The run method is called as follows

def run(self) :
    try:
        header, body, title = self.get_info()
        for _id in range(1.int(self.count())):
            try:
                self.handle(_id, header, body, title)
            except Exception as e:
                pass
    except Exception as e:
        print(e)
    finally:
        return self.finger
Copy the code

It calls the git_info method, so let’s see what it does

def get_info(self) :
    """ Get information on the Web. ""
    try:
        r = requests.get(url=self.target, headers=self.agent,
                         timeout=self.request_timeout, verify=False)
        content = r.text
        try:
            title = BS(content, 'lxml').title.text.strip()
            return str(r.headers), content, title.strip('\n')
        except:
            return str(r.headers), content, ' '
    except Exception as e:
        pass
Copy the code

Use the GET method to make a normal request to the target and get the result, mainly containing the content, title and response header.
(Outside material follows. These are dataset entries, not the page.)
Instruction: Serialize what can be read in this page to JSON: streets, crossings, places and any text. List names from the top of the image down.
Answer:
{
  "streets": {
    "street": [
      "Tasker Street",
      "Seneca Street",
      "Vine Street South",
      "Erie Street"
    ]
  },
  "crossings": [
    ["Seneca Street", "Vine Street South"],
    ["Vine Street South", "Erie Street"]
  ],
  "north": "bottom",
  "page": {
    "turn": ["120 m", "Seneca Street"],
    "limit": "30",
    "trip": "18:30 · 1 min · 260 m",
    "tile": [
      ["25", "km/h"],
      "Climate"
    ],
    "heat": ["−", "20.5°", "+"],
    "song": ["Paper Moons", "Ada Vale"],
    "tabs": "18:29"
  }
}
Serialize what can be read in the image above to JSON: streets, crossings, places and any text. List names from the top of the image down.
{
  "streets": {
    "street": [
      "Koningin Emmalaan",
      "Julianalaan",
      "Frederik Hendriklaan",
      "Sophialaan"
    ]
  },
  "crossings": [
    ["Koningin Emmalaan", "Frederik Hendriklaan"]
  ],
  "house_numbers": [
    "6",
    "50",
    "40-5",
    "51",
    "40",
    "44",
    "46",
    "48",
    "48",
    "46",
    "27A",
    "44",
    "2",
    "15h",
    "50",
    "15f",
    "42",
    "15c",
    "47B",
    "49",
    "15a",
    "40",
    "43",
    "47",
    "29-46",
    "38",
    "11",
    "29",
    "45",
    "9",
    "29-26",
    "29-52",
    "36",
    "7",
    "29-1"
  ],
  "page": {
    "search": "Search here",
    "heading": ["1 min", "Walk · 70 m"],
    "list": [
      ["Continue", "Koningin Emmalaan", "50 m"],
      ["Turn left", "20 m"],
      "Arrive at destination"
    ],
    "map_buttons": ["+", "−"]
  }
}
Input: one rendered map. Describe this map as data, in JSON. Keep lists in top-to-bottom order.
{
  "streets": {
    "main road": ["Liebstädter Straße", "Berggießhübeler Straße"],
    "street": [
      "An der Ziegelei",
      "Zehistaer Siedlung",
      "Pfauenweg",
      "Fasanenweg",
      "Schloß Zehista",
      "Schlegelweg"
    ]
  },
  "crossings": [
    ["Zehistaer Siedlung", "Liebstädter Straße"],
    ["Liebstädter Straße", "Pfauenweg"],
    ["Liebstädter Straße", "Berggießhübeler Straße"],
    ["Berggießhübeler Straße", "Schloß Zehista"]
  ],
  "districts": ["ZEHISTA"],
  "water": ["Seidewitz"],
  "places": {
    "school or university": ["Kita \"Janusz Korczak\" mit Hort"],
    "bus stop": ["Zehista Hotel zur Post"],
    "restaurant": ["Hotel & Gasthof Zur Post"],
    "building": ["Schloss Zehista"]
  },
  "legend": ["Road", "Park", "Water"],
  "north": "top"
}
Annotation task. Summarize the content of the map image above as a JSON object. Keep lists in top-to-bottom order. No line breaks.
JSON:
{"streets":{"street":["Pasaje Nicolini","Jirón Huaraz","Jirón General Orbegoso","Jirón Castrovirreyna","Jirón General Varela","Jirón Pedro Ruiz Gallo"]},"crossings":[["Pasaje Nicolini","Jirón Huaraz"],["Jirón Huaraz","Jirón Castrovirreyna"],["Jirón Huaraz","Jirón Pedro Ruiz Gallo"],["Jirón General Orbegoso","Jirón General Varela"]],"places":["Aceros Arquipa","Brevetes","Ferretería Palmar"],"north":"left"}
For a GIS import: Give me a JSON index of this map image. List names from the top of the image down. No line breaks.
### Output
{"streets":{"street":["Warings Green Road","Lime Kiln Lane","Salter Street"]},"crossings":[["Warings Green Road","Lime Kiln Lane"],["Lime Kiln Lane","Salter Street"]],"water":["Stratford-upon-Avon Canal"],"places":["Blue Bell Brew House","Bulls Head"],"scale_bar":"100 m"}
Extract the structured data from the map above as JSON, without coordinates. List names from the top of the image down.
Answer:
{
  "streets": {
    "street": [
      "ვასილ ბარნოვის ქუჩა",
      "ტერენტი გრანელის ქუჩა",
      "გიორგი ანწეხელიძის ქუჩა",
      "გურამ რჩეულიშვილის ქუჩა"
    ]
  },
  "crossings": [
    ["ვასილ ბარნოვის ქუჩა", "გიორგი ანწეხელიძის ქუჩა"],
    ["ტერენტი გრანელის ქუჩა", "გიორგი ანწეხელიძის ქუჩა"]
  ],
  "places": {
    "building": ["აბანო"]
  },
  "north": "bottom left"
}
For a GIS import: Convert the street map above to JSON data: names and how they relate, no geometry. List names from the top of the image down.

Then the run method iterates through each fingerprint in the database again for processing. Take a closer look at the Handle method

def handle(self, _id, header, body, title) :
    """ Retrieve database key to match """ "
    name, key = self.check(_id)
    # a situation where only one condition is satisfied
    if '| |' in key and '&' not in key and '(' not in key:
        for rule in key.split('| |') :if self.check_rule(rule, header, body, title):
                self.finger.append(name)
                # print '%s[+] %s %s%s' % (G, self.target, name, W)
                break
    # Only one condition
    elif '| |' not in key and '&' not in key and '(' not in key:
        if self.check_rule(key, header, body, title):
            self.finger.append(name)
            # print '%s[+] %s %s%s' % (G, self.target, name, W)
    # Condition where both conditions need to be met
    elif '&' in key and '| |' not in key and '(' not in key:
        num = 0
        for rule in key.split('&') :if self.check_rule(rule, header, body, title):
                num += 1
        if num == len(key.split('&')):
            self.finger.append(name)
            # print '%s[+] %s %s%s' % (G, self.target, name, W)
    else:
        # and under the condition of existence and condition: 1 | | 2 | | (3 & 4)
        if '&' in re.findall(self.rbracket, key)[0] :for rule in key.split('| |') :if '&' in rule:
                    num = 0
                    for _rule in rule.split('&') :if self.check_rule(_rule, header, body, title):
                            num += 1
                    if num == len(rule.split('&')):
                        self.finger.append(name)
                        # print '%s[+] %s %s%s' % (G, self.target, name, W)
                        break
                else:
                    if self.check_rule(rule, header, body, title):
                        self.finger.append(name)
                        # print '%s[+] %s %s%s' % (G, self.target, name, W)
                        break
        else:
            And under the condition of existence and conditions: # 1 & 2 && (3 | | 4)
            for rule in key.split('&'):
                num = 0
                if '| |' in rule:
                    for _rule in rule.split('| |') :if self.check_rule(_rule, title, body, header):
                            num += 1
                            break
                else:
                    if self.check_rule(rule, title, body, header):
                        num += 1
            if num == len(key.split('&')):
                self.finger.append(name)
                # print '%s[+] %s %s%s' % (G, self.target, name, W)
Copy the code

What about the check_rule function for each rule

def check_rule(self, key, header, body, title) :
    """ fingerprint Identification """
    try:
        if 'title="' in key:
            if re.findall(self.rtitle, key)[0].lower() in title.lower():
                return True
        elif 'body="' in key:
            if re.findall(self.rbody, key)[0] in body: return True

        else:
            if re.findall(self.rheader, key)[0] in header: return True

    except Exception as e:
        pass
Copy the code

This essentially means looking for a regular expression rule in the title/header and body sections of the home page, and if so, finding one.